Add a bit more genetic difference, and while the two species can sometimes mate, their offspring are sterile. For example, breeding horses and donkeys produces mules, which are sterile. Since these sterile offspring can't reproduce at all, they can't carry Instructions between species.

Finally, once the differences between the parents' Books are so great that the cell's workers can't make any sense out of the two different Instruction Books, the two species can't produce any offspring at all. Since the two species can't interbreed at all, they can't pass any Instructions between them.

The different possibilities are shown in this picture:

This is the same family tree as before, but now it shows ranges around each species representing the amount of genetic distance where the species can interbreed. The darker the color, the better chance any pair of mixed-species parents have to produce offspring. For instance, even though Red is the second-oldest species, and Blue the next oldest, they're still within their ranges at the end time shown. They can still usually produce offspring if they somehow encounter each other. Magenta's rapid divergence from Blue and Red quickly carried it though the region where it was just possible to for them to interbreed, then into the area where their ranges just barely overlapped when they'd produce sterile offspring, and now finally they're so different that they can't produce any children. Of course, the tremendous genetic difference between Black, Green, and the others prevents any hope of any mixed-species offspring.

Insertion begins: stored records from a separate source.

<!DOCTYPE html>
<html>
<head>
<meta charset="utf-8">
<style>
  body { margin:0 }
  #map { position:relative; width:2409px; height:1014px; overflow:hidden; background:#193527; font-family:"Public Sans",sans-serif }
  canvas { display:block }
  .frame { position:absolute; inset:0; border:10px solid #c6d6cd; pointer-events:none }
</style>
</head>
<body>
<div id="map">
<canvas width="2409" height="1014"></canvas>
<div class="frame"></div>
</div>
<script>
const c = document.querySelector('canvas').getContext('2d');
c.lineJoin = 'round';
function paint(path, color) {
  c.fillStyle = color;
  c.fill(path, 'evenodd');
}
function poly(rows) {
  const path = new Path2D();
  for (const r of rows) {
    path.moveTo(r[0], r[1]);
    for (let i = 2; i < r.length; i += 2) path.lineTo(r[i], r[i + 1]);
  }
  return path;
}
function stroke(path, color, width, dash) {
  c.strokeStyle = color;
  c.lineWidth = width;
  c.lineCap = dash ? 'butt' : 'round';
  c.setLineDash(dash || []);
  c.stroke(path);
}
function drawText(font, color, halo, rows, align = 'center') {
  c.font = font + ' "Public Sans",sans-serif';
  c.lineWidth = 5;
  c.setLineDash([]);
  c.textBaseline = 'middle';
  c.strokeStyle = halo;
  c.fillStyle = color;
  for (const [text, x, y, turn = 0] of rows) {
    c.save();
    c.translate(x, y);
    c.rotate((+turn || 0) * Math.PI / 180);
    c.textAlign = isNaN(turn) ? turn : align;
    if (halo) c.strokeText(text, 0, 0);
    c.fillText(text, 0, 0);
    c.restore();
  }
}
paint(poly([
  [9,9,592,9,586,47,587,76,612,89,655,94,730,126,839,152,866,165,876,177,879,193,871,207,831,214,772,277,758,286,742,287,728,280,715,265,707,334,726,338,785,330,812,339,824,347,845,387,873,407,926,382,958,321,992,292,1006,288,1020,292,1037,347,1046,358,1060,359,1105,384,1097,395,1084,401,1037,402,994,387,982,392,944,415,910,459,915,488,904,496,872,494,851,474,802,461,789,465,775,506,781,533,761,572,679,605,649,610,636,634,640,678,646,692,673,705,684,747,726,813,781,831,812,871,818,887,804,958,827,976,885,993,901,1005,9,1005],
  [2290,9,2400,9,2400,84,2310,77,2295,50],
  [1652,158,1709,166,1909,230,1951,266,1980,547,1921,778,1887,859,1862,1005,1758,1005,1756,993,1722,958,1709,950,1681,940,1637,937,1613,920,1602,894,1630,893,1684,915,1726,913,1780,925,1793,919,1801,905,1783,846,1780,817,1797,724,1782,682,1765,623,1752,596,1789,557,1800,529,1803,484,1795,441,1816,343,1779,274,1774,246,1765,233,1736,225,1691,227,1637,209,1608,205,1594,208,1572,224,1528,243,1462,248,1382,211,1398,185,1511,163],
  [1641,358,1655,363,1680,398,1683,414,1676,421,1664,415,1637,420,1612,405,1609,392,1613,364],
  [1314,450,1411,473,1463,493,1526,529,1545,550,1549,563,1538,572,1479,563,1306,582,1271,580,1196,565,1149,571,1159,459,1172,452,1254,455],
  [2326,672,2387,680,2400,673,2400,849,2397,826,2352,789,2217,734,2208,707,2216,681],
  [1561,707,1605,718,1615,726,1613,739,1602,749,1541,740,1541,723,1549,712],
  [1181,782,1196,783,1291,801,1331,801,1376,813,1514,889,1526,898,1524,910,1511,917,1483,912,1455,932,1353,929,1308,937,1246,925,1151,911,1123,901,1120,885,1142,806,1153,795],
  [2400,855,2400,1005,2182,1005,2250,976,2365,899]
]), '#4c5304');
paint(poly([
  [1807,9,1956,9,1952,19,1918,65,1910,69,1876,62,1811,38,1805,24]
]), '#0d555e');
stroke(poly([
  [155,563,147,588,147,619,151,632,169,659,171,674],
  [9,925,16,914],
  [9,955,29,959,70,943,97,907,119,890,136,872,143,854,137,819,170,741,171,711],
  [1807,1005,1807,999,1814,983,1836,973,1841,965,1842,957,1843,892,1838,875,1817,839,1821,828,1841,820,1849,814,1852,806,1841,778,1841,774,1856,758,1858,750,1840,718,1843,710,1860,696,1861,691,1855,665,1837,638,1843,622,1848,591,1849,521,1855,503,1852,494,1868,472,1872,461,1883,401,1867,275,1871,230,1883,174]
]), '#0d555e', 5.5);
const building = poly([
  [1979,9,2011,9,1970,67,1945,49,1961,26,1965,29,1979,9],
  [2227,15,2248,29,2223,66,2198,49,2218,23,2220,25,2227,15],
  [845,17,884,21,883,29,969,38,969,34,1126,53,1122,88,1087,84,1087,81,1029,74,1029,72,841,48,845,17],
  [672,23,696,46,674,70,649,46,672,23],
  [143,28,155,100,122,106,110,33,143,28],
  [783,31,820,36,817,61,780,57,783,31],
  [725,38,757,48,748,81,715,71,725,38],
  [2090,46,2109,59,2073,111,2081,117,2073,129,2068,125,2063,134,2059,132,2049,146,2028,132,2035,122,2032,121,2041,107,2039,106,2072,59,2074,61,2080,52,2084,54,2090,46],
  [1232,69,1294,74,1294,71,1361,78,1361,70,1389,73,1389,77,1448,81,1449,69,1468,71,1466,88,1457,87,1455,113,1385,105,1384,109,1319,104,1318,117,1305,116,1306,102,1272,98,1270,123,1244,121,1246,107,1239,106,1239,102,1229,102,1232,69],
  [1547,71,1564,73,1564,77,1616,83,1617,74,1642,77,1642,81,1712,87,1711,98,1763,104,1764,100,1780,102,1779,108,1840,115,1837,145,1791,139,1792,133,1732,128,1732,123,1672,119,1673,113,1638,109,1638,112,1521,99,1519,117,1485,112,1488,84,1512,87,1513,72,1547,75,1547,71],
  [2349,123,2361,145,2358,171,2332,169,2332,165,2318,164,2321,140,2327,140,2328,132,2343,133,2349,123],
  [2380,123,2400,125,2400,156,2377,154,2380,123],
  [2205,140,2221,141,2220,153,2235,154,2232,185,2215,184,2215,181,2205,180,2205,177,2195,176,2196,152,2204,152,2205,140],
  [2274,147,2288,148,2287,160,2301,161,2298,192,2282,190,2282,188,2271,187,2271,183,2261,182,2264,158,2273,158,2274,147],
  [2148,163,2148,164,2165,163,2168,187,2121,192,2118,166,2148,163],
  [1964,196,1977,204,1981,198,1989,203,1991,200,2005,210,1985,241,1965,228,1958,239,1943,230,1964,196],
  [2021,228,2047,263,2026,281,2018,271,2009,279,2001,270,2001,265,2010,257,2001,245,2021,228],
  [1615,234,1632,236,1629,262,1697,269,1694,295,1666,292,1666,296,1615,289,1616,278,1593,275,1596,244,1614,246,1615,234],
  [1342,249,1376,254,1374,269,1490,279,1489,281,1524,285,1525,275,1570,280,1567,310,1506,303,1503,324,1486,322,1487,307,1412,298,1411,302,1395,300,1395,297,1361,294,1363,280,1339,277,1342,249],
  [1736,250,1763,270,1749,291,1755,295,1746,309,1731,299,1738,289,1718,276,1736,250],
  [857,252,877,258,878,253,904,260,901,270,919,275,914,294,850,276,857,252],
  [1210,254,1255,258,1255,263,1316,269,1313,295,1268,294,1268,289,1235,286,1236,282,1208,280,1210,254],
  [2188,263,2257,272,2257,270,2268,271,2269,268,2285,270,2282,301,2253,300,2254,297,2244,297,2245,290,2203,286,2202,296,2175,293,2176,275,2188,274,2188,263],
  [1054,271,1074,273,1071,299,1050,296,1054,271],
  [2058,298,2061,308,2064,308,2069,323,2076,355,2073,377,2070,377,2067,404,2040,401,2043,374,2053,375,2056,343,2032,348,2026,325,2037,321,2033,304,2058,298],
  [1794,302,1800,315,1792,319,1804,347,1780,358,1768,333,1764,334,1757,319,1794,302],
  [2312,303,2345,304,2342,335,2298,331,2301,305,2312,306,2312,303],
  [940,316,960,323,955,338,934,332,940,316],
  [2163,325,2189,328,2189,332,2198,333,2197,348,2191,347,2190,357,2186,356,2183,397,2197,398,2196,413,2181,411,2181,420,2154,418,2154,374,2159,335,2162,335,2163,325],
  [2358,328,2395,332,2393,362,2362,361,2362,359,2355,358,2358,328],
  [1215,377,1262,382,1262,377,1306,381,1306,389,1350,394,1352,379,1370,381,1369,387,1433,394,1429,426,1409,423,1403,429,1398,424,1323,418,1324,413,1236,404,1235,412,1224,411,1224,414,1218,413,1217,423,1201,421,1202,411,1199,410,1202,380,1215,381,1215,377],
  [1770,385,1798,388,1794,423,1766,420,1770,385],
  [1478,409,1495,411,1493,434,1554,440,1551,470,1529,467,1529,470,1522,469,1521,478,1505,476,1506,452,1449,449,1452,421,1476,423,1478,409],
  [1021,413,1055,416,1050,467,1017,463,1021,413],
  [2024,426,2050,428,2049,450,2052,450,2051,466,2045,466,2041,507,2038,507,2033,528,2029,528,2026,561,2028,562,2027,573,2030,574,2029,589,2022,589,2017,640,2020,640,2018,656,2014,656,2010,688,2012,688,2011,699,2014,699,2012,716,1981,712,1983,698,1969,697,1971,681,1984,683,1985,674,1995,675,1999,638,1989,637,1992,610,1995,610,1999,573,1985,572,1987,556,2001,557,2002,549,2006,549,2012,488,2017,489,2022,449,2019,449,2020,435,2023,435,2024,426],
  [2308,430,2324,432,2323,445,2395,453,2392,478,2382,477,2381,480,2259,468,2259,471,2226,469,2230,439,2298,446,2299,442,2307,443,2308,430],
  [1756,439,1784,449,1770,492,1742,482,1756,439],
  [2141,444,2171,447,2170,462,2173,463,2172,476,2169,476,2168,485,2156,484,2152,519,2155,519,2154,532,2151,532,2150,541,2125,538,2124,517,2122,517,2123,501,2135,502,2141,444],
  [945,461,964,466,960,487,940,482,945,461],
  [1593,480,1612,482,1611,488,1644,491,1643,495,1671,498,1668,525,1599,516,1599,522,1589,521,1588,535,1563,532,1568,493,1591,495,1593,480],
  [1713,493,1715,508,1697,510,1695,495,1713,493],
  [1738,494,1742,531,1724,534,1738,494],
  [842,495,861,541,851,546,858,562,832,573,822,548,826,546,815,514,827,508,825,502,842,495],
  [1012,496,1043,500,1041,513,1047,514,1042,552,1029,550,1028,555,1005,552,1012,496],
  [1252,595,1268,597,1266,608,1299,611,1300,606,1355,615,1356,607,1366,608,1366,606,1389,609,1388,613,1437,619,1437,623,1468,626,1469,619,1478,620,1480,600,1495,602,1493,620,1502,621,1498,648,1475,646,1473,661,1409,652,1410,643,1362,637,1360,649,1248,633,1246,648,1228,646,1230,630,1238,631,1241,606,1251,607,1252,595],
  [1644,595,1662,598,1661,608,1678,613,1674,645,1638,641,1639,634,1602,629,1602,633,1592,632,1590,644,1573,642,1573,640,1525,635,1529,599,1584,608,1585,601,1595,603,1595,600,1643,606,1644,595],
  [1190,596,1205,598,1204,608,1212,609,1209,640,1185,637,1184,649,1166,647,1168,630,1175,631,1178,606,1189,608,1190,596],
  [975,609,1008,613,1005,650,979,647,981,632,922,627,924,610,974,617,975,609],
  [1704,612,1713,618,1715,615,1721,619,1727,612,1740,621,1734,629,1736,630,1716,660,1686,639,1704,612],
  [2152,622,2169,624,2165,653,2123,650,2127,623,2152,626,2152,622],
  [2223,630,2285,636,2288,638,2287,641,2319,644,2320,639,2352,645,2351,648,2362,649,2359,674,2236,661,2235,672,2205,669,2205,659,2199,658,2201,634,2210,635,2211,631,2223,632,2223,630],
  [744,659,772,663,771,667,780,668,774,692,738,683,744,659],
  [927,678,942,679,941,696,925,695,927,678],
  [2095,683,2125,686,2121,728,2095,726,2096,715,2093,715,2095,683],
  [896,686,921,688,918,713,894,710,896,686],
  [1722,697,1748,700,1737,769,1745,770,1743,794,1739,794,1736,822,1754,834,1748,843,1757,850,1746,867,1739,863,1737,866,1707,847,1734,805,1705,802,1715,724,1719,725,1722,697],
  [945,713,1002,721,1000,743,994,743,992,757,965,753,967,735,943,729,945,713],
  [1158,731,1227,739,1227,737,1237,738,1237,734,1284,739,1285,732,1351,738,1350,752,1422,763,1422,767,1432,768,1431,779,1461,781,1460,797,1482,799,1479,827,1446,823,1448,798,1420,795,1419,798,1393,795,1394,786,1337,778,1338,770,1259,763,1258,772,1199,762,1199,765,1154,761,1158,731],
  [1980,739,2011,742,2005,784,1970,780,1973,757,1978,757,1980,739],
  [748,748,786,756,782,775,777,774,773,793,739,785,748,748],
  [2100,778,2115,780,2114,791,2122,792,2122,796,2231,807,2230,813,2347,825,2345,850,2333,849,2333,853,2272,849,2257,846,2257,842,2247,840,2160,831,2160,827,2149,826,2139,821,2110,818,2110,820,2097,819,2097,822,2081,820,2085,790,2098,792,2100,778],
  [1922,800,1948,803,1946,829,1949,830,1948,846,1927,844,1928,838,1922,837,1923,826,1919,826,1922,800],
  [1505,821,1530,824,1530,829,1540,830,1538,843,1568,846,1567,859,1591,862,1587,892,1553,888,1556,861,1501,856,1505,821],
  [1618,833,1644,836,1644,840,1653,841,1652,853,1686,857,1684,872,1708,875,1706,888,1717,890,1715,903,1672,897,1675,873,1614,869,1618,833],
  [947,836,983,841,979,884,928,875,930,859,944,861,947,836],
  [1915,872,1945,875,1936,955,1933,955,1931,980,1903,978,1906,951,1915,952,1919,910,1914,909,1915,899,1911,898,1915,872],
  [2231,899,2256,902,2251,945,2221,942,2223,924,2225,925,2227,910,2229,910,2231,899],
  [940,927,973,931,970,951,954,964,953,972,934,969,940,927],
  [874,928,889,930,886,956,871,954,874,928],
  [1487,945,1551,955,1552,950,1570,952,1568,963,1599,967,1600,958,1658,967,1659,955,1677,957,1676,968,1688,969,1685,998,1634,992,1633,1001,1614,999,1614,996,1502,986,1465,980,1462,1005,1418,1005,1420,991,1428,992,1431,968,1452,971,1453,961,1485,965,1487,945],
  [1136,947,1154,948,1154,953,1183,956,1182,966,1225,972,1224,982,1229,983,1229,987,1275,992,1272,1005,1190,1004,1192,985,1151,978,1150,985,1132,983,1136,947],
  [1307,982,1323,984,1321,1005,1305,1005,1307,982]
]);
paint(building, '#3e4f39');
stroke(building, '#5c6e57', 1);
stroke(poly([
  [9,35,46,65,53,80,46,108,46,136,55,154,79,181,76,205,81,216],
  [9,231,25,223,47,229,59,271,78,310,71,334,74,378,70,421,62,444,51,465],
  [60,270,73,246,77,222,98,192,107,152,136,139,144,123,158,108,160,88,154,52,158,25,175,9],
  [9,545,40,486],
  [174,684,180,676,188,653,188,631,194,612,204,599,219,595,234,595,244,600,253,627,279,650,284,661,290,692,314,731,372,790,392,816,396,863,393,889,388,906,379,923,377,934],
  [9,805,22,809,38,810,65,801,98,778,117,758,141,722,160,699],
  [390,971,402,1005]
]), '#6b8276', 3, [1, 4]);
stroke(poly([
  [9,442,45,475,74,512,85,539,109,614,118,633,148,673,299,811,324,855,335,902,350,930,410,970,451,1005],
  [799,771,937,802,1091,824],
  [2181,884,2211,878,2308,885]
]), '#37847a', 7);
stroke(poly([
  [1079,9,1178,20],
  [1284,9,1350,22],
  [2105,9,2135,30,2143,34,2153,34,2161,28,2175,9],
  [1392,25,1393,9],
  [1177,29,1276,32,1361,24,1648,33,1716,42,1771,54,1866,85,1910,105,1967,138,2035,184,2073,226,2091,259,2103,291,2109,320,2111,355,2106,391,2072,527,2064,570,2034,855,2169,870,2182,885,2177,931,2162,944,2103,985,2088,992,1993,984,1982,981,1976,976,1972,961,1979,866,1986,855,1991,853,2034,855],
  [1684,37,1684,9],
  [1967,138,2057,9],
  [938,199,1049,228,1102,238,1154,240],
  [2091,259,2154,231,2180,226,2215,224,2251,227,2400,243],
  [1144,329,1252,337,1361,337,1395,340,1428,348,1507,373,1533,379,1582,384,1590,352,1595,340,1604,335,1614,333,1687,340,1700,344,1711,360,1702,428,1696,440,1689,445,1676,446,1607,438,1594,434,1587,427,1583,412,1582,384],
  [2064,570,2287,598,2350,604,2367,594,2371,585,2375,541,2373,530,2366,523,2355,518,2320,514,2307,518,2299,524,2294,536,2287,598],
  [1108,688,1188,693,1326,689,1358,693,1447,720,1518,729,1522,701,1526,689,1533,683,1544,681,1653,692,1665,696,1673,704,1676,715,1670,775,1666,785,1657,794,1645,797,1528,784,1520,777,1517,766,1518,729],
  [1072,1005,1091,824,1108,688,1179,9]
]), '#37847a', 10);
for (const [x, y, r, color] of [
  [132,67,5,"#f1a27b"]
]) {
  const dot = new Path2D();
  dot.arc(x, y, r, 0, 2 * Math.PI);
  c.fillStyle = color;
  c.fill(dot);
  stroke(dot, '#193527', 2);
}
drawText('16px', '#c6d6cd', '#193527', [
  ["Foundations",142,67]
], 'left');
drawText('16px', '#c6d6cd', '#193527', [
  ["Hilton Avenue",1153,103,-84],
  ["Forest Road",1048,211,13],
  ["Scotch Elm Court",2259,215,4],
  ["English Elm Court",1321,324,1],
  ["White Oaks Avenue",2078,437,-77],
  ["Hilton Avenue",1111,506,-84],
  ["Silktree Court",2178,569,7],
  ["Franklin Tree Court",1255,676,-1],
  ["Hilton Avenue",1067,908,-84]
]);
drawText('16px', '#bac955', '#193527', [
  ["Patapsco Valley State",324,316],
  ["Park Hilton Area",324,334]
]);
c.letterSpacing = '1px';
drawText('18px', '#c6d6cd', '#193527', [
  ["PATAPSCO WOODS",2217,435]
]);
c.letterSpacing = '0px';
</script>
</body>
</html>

The size of the differences between two species' Instruction Books isn't the only barrier to passing Instructions between the two. Sometimes, the mutations occurring during speciation themselves yield workers that make cross-species gene flow unlikely. For example, many plants have workers that sense temperature and day length and set off the cascade that leads to flowering. If these workers' Instructions mutate differently during speciation, the different species of plants will flower at different times, and won't cross-pollinate. (The same is true for animals that have mating seasons.) also sexual selection traits. it is these sorts of mutations that lead to the common notion of species: populations of organisms that can't (or won't, in the case of animals) interbreed. plant and animal breeders have occasionally been able to skirt these restrictions via hand pollination (artificial insemination) to move traits between species that otherwise don't interbreed and to preserve endangered species by crossing them with closely related species.